Advanced metadata design

Read(982) Label: advanced metadata, metadata,

The Semantic layer subsection has explained the process of creating the metadata file. Besides the basic configuarion, there are advanced configurations in the metadata, involving foreign key, logical table’s level function and subtables. The previous subsection illustrates how to use the advanced configurations, and this subsection will take a further step to inroduce the advanced metadata design.

Foreign key

We can define the foreign key as needed. Similar to the association between database tables, association is created between two DQL tables if a DQL table’s foreign key field points to the primary key of another DQL table.

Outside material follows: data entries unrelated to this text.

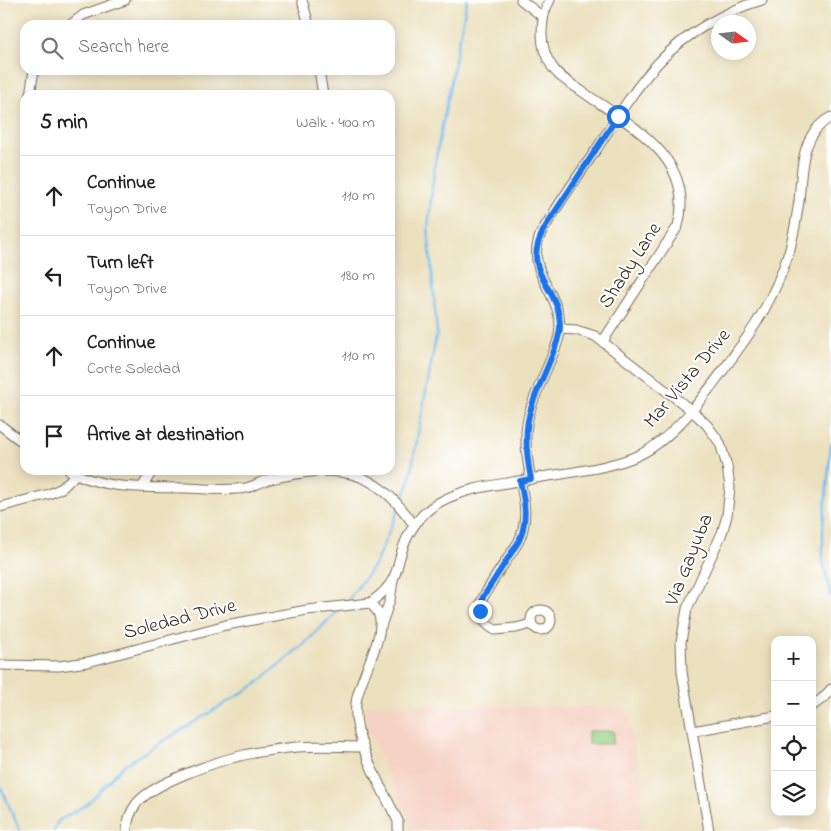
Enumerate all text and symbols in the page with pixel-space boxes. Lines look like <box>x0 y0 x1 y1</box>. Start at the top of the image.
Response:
north arrow <box>711 15 756 60</box>
search box <box>20 20 395 75</box>
icon: search <box>38 34 66 62</box>
text: Search here <box>78 34 169 61</box>
route start <box>607 105 630 128</box>
text: 5 min <box>40 108 88 138</box>
text: Walk · 400 m <box>296 111 375 135</box>
text: Continue <box>87 170 155 197</box>
icon: ahead <box>40 182 68 210</box>
text: 110 m <box>341 184 375 208</box>
text: Toyon Drive <box>87 197 167 221</box>
street label: Shady Lane <box>592 217 670 315</box>
text: Turn left <box>87 250 154 277</box>
icon: left <box>40 262 68 290</box>
text: 180 m <box>341 264 375 288</box>
text: Toyon Drive <box>87 277 167 301</box>
street label: Mar Vista Drive <box>637 323 739 435</box>
text: Continue <box>87 330 155 357</box>
icon: ahead <box>40 342 68 370</box>
text: 110 m <box>341 344 375 368</box>
text: Corte Soledad <box>87 357 180 381</box>
icon: arrive <box>40 422 68 450</box>
text: Arrive at destination <box>87 422 244 449</box>
street label: Via Gayuba <box>658 510 722 611</box>
street label: Soledad Drive <box>121 592 239 648</box>
route end <box>469 600 492 623</box>
map controls <box>771 636 816 816</box>
button: + <box>771 636 816 681</box>
button: − <box>771 681 816 726</box>
button: locate <box>771 726 816 771</box>
button: layers <box>771 771 816 816</box>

Foreign key name: The foreign key name can be directly edited, and should be unique within the current table otherwise errors will happen during the foreign key reference. When a foreign key consists of only one field, usually an alias will not be specified for it but instead the field name is used directly. If a foreign key consists of multiple fields, we must use the Foreign key name when referencing a field of table referenced by the foreign key. In the above screenshot, fk1, fk2 and fk3 are all foreign key names and fk2 is selected.

Referenced table name: Name of the table pointed by the foreign key. When the referenced table has a unique primary key and the key does not act as the foreign key, the table is called dimension table (simply called dimension). In the above screenshot, the dimension table is Product.

Referenced field: The primary key of the table pointed by the foreign key. In the above screenshot, the referenced field is ProductID, which is Product table’s primary key.

Foreign key filed: Field values of the current table correspond to those of referenced field one by one. In the above screenshot, Inventory table’s foreign key field is ProdcutID.

In DQL, a foreign key field and a dimension field have equal positions. We can regard a foreign key field as a dimension field.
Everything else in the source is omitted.